The Midlife On-Ramp
By Stacy Morrison on March 05, 2012
BlogHer Original Post
It’s funny how age sneaks up on you. This is not new news, of course—I remember that my parents were always talking about it; they were unusually open in discussing life’s essential confoundery, the way one is constantly craning one’s neck, trying (and failing) to get the big view. But nonetheless, there’s no way to personally prepare for aging's eventual descent.
Image: Joan Barnett Lee/Modesto Bee via ZUMA Press.
These days I am feeling age. Not feeling old, but feeling the years lived and collected, like dust bunnies under the basement staircase or layers of paint on woodwork. The last of my shiny and new is disappearing, both inside and out, and I’ve been surprised at the emotional weight of that shift.
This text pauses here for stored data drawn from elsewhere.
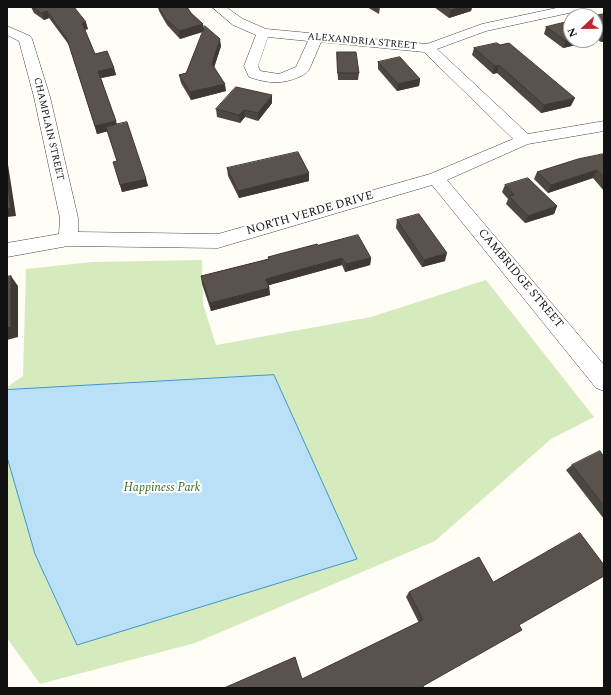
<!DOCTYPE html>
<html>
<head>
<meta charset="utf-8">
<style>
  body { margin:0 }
  #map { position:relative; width:611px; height:695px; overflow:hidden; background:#fffdf5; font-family:Spectral,serif }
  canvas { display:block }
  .frame { position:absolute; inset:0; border:8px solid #111; pointer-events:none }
  .north { position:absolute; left:563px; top:8px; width:40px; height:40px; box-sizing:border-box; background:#fff; border:1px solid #a0a0a0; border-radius:50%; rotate:248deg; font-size:11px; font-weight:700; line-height:16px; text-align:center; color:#111 }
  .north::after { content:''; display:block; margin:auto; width:14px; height:18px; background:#c4262e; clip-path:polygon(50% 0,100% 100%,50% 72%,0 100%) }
</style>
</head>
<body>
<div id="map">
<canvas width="611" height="695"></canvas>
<div class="frame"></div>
<div class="north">N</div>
</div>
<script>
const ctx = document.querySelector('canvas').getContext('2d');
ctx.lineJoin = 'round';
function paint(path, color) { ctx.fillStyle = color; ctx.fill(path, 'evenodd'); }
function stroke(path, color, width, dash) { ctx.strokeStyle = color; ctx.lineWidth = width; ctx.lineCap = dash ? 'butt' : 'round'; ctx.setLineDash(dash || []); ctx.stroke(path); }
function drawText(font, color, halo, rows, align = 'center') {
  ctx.font = font + ' Spectral,serif'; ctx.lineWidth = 4; ctx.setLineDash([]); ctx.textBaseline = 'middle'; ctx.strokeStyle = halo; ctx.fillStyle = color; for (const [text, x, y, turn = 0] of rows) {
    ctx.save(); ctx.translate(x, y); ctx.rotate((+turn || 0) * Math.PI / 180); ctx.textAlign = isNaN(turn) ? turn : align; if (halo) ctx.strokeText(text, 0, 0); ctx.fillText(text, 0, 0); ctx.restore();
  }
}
paint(new Path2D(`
  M202,260L203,304L216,345L371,317L486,280L594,417L551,439L435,541L195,643L40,684L7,638V387L23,376L26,269L92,262Z`), '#d5ebbd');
const water = new Path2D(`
  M274,375L357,559L77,645L35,554L7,457V390Z`);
paint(water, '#b9e0f7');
stroke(water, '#3f96cf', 1);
const minor = new Path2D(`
  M212,7H226L243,19L266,29L427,44L482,24L561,7H584L582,10L578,11L486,31L437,49L528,134L604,121V131L528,144L447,180L604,365V391L596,388L432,185L218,248L68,246L7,257V243L59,234L60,218L34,97L19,41L7,35V26L30,36L32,39L50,97L78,218V232L218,234L430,174L513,139L424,52L321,42L309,70C306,74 303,75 299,77C281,85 267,83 249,77L244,66L256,35L233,25ZM268,37L308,41L296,67L279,74L260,71L258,66Z`);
stroke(minor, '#444', 1);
paint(minor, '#fff');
paint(new Path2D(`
  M31,7H74L88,29L85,30L95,54L114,68L116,75L101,78L117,125L146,179L148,186L122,192L120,185L117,161L107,131L97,134L69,45L49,18L44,20L34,13Z
  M158,7H187L191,13L203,24L204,29L221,46L214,67L226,91L191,100L181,83L179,75L186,73L203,32L180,39L167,25L159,11Z
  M367,7H380L379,14Z
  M434,7H472L471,11L449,18Z
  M604,14V42H601L598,40L563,48L544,34L546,27Z
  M474,48L571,106L541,113L497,73L493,74L472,55Z
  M337,52L359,73L358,80H338L337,60Z
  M378,62L420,79L419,86L397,91L378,69Z
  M272,103L258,121L245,117L240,123L217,117L216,109Z
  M604,154V191L593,178L548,193L534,179L537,172Z
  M227,168L309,181L239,198L228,176Z
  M505,185L557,206L554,214L525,223L506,204L508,199L502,192Z
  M397,220L445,261L422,267L396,228Z
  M318,245L371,258L370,265L345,272L342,265L269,285L270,295L211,311L202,284L201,276L268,259V257Z
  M604,457V519L566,470L572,465Z
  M409,592L519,625L423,686L302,679L419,623L406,597Z`), '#4d4742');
paint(new Path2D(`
  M462,7H472L471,11L449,18L451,10Z
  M47,11L49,18L44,20L42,13Z
  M86,22L88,29L84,30L82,23Z
  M203,24L204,31L180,39L179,31Z
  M601,32L598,40L563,48L566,41L571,40H595V34Z
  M604,36V42H601Z
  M220,39L221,46L213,71L212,64Z
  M499,65L497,73L493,74L495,66Z
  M114,68L116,75L101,78L98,71Z
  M420,79L419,86L397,91L398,84Z
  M225,84L226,91L191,100L190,92Z
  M272,95V103L258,121V113Z
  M575,98L571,106L541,113L544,105Z
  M244,110L245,117L240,123L239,115Z
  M116,121L118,129L97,134L95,126Z
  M7,158L16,216L7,217Z
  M597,170L593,178L548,193L551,185Z
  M309,173V181L239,198L238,191Z
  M146,179L148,186L122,192L120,185Z
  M557,206L554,214L525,223L528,216Z
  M447,253L445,261L422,267L424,260Z
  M342,258V265L266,286V279Z
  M371,258L370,265L345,272L346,264Z
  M11,276L18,286V337L7,340V328Z
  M269,288L270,295L211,311L210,303Z`), '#3f3936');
const building = new Path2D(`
  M33,7H74L86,22L82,23L95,54L107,51L114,68L98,71L116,121L95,126L67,39L47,11L42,13Z
  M159,7H187L191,13L203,24L179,31L165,18Z
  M446,7H462L451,10Z
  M604,14V34L601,32L595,34V16Z
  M571,21V40L566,41L546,27Z
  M205,26L220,39L212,64L225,84L190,92L179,75L186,73Z
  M497,43L500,45L509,43L575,98L544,105L499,65L495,66L474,48Z
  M337,52H356L359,73H338Z
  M400,57L420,79L398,84L378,62Z
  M236,87L272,95L258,113L244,110L239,115L216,109Z
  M127,122L146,179L120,185L113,162L117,161L106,127Z
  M298,152L309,173L238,191L227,168Z
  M604,154V178L597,170L551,185L537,172L578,159Z
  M7,178L11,208L7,209Z
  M528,178L557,206L528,216L509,196L514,195L505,185Z
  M419,214L447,253L424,260L397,220Z
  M358,235L371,258L346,264L342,258L266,279L269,288L210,303L201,276L269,259L268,257L317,244L318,245Z
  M11,276V327L7,328V277Z
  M600,451L604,457V506L572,465Z
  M580,533L604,565V576L519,625L522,630L423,686L424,688H224L295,657L302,679L423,620L409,592L479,557L493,582Z`);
paint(building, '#5a524d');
stroke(building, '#3f3936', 1);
drawText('10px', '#111', '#fff', [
  ["ALEXANDRIA STREET",362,42,5],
  ["CHAMPLAIN STREET",48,129,77]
]);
drawText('12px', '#111', '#fff', [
  ["NORTH VERDE DRIVE",310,214,-16],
  ["CAMBRIDGE STREET",520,279,50]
]);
drawText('italic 12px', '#2f6b1f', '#fff', [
  ["Happiness Park",162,489]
]);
</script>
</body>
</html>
When my ex-husband and I were breaking up, eight years ago, I said to him one night when we were feeling more sad than mad, “You took my young. No one will ever have that again and now you are taking it away from me,” by leaving with his memories of us, which we would no longer share in casual banter or knowing jokes. Those wild years when you think every dream you’ve ever had will come true, when you wear clothes that raise your own eyebrows today, when the world really does feel like it belongs to you.
And today I feel that I belong to the world.
I welcome this change—as I finally know that no matter who or what I am, no matter what kind of day I’m having, I belong—but it still has its embedded loss. Because I see not only myself more clearly with age, but also the world. I carry sadness that there is so much abuse and hate in the human experience. I feel heartbreak that my voice isn’t loud enough to help people to truly understand deep within that wishing and insisting others be like themselves is the most egotistical, cruel and small thing a human can do with his or her intentions. I know why people are seduced by fear’s siren call—the way it can so mysteriously invert itself from inside us and turn outward, appearing as false strength and certainty—but I wish I could convince them that truth, even with its sometimes cold comforts, is a better companion for this journey.
But those are my large, grandiose desires. (Why else be a human if other than to have grandiose idea and desires?)
I have small ones, too: Please let my son find his way in life, locate his tribe and make the right choices when I am no longer here to guide him. Please let me live long enough to see some of his own successes, whatever they may be. Please allow me the luxury of living a few years in the countryside, so I can be close to nature and walk many miles of wandering pathways through nearby woods to balance out all these years I've lived in the mazes of New York.
And the other night, I heard this desire, for the first time: Please let me die without too much pain.
I truly have never been afraid of death, a strange gift I am often grateful for; the end of my own existence doesn't worry me, except as it relates to my son. But I am realizing I am now completely afraid of dying, especially “after a long but brave battle” with fill-in-the-blank.
Yesterday, I went to see my Ob/Gyn, the woman who brought my son into this world, and with whom I have become great friends. She talked me through my divorce (when I told her at my six-month postnatal checkup that my husband was ending our marriage, she said, “Oh, no, you too?”), through depression, through crazy-busy all-consuming career times, the illness and death of my parents. And yesterday she said, “I’ve been looking at your records and I think you should see a genetic counselor.” Because of the cancers in my family background, and the heart disease, and the diabetes and and and…
And I just thought: And so it begins, like this.